THIS DEED of Partnership is made at A.M. on this th day of October, 2015 by and
between:

Alamtaj Parveen (Shymoli), daughter of Md. Mainuddin, of Kazi Alauddin Road, Dhaka.
(Hereinafter to be called the First Party);

Laila Monowara, wife of Md. Obidur Rahman, of Falcon Tower, Flat No. 1104, BAF
Officer’s Quarter, Tejgoan, Dhaka. (Hereinafter to be called the Second Party);

Shahidul Islam, son of Abul Hossain, of 46/1 East Bashabo, Sabujbag, Dhaka. (Hereinafter
to be called the Third Party)

WHEREAS the parties to this deed will carry on the business of Interior and Exterior
Consultancy with its principal place of business in Dhaka on the terms and conditions
incorporated in the Partnership Deed executed on th of October, 2015.
AND FURTHER WHEREAS the parties to this deed will carry on the above said business
in partnership on the terms and conditions orally and mutually agreed amongst themselves as
aforesaid;

NOW, THEREFORE THIS DEED WITNESSETH as under, incorporating the aforesaid


the terms and conditions of the partnership in this deed:

NAME OF THE PARTNERSHIP

1. That the partnership business shall continue to be carried on under the name of
“Shwapno Nir”.

PLACE OF BUSINESS

2. That the partnership business shall continue to be that of 1st of January, 2015 with its
principal place of business in Dhaka. The parties by mutual consent may carry on
business at such other place or places, in such other name or names and of such other
nature or natures, as they may deem fit and proper from time to time.

CAPITAL OF THE PARTNERSHIP

3. That the initial capital of the Partnership shall be Taka 1,50,000/-, which shall
be subscribed by the partners of the Firm in the ratio set out herein below:-

3.1 The First Party shall contribute Taka 50,000/-


3.2 The Second Party shall contribute Taka 50,000/-

3.3 The Third Party shall contribute Taka 50,000/-

3.4 Further capital, loans or deposits looking to the needs/requirements of the partnership
firm shall be arranged, invested or contributed by the partners.

PROFIT SHARING:

4. That the profit or loss of the firm shall be shared equally among all the partners and
transferred to partners’ current account.

POWERS/ DUTIES/ RESPONSIBILITIES OF THE PARTNERS:

5. That the powers and duties of the Partners shall include but not be limited to the
following:

5.1 Registration of the partnership deed and obtaining of the Registration Certificate
from the Registrar of Firms.

5.2 Obtaining the statutory approvals/ licenses/ registration of logo of Firm.

5.3 Authorising anybody to do the liasioning with concerned Govt. Departments.

5.4 Opening of the Bank Account in any scheduled licensed bank

5.5 To convert this partnership Firm in LLP or Pvt. Ltd. or Ltd.

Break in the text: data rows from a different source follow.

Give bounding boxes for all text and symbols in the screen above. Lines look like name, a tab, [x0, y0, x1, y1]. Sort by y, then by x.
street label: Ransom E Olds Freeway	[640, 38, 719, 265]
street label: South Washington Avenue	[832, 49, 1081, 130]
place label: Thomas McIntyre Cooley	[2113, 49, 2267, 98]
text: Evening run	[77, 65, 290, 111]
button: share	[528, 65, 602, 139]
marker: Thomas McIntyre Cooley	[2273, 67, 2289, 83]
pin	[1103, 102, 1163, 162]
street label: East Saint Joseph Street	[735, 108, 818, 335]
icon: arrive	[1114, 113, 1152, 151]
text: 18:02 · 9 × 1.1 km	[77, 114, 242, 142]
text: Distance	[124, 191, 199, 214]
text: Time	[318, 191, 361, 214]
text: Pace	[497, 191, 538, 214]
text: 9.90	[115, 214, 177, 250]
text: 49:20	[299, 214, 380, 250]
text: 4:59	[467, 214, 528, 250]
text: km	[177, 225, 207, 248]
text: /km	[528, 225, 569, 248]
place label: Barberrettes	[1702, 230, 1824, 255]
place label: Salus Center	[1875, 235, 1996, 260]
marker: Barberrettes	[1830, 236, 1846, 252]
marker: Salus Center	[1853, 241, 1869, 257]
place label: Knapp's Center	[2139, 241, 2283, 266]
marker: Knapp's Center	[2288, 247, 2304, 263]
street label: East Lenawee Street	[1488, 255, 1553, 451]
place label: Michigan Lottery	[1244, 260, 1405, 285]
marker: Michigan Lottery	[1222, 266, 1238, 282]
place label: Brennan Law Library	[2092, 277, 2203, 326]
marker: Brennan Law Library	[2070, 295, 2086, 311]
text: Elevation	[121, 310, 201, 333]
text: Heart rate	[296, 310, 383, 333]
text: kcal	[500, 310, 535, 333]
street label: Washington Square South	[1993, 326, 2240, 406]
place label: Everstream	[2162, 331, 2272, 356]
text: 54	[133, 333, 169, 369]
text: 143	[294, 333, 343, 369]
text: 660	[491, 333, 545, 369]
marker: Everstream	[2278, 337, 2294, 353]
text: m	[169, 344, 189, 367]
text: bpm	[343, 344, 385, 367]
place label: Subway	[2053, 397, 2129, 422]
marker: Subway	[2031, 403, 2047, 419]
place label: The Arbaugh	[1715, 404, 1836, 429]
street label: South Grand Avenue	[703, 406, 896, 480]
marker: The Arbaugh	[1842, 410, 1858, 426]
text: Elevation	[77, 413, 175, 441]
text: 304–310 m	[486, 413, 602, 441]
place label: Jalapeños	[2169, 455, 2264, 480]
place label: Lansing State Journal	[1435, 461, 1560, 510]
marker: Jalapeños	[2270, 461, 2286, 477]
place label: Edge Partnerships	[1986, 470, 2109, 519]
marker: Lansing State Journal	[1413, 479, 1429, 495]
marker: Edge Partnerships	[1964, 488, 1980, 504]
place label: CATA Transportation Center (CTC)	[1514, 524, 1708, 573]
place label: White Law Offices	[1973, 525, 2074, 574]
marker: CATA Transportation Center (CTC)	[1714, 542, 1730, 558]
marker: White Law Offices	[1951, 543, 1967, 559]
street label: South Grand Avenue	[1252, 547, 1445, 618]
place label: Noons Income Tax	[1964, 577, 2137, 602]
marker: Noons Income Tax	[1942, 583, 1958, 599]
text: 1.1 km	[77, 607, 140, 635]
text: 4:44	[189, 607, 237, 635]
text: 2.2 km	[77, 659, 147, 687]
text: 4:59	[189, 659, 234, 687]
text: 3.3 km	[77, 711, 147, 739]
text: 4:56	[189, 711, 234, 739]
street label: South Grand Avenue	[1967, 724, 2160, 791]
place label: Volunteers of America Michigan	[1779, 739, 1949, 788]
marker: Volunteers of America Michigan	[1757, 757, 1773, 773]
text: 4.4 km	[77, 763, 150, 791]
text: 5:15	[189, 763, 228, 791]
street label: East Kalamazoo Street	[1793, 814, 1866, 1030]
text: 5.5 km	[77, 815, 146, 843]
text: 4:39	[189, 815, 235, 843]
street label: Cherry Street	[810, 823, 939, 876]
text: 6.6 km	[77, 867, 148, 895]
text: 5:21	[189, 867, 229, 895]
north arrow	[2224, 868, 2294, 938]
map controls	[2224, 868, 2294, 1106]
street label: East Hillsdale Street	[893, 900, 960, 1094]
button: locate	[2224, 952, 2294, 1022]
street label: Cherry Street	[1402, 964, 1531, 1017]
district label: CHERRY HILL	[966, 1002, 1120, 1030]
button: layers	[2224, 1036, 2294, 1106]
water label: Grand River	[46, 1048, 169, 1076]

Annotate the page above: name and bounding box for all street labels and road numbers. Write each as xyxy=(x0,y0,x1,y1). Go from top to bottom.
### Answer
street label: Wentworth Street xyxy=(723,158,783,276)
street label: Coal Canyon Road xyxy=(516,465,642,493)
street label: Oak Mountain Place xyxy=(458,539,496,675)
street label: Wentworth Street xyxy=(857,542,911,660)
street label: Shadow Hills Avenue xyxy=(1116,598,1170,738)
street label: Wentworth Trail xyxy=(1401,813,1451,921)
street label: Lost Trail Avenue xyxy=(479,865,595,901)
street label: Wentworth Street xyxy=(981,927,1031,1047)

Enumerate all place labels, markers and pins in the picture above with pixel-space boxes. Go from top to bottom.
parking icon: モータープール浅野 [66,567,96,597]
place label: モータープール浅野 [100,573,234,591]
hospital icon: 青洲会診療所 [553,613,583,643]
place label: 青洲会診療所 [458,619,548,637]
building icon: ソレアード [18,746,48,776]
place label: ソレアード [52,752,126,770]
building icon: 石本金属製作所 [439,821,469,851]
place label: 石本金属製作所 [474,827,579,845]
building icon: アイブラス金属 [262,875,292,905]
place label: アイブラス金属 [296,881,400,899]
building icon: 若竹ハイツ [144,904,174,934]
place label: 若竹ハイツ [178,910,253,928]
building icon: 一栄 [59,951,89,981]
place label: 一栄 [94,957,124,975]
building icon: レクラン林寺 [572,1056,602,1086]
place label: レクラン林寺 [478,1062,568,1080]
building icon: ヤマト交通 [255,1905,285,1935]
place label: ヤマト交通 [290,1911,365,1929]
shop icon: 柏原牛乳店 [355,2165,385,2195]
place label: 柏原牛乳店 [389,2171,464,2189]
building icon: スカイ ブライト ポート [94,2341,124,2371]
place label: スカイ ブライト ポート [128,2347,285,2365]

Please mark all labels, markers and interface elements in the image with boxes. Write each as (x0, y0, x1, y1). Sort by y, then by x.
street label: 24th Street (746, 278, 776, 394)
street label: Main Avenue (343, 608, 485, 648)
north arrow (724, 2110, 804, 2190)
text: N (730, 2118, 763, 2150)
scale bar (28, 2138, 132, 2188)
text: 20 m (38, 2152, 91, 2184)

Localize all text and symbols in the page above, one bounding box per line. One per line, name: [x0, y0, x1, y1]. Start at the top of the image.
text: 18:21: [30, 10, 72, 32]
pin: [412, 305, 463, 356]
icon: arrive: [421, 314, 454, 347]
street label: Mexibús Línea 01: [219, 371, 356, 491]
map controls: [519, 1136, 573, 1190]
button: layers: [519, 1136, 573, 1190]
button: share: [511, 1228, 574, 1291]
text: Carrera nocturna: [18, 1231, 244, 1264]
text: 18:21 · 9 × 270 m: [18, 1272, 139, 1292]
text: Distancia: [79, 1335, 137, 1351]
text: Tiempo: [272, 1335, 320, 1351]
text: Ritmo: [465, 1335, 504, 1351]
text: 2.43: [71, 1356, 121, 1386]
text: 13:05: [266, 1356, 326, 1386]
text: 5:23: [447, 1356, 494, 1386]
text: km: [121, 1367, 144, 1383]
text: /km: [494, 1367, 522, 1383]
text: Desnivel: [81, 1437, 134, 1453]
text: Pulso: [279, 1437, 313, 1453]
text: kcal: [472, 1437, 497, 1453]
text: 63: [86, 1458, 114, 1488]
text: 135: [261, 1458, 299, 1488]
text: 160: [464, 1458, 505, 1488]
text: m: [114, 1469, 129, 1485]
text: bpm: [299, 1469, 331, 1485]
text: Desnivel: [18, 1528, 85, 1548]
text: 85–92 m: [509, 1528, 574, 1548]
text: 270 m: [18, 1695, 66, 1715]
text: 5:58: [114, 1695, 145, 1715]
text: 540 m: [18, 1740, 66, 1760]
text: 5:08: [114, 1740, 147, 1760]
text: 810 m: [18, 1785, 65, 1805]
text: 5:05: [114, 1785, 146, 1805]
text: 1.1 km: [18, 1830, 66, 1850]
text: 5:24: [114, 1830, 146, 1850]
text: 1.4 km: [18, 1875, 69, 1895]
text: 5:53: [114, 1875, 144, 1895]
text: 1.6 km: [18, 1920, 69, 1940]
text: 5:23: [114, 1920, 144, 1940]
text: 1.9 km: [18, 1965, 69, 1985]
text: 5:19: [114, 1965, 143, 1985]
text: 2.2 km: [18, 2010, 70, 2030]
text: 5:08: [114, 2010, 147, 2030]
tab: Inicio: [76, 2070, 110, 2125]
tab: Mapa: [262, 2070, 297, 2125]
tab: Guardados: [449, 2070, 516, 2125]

Company as and when
the partners opt to do so.

5.6 To appoint Consultant for the respective field like taxation/ legal as the need may
arise.

5.7 Supervising the accounts and managing the day to day tasks of the Firm.

5.8 To sue, file and institute any case on behalf of the Firm and defend any claim,
court case or proceedings filed against the Firm including issuing of Vakalatnama/ Letter
of Authority to the lawyers named herein below, filing any affidavits, written statement,
applications, petitions, suits, complaints etc.

BANKERS/ BANK ACCOUNTS:

6. That account(s) of the Firm shall be opened in the name of the Firm with any scheduled
bank(s) by all of parties on behalf of the Firm and such account shall be operated by any
two partners jointly as declared from time to time to the Banks.

BORROWING:

7. That the firm shall require any additional capital/working capital, shall being from any
financial institutions only with written consent of all the partners.

ACCOUNTS:

8. That the firm shall regularly maintain in the ordinary course of business, true and correct
account of all its in comings and out goings and also of all its assets and liabilities, the
proper books of account, which shall ordinarily kept at the firms place of business. The
accounting year shall be the financial year from 1st July onwards and the balance sheet
shall be properly audited and the same shall be signed by all the partners. Every partner
shall have access to the books and the right to verify their corrections.

8.1 The books of account shall be closed on 30th of June each year. The net profit or
loss after deducting all expenses, interest, remuneration, and outgoings shall be divided
between the parties in proportion to the sharing ratio referred to hereinabove.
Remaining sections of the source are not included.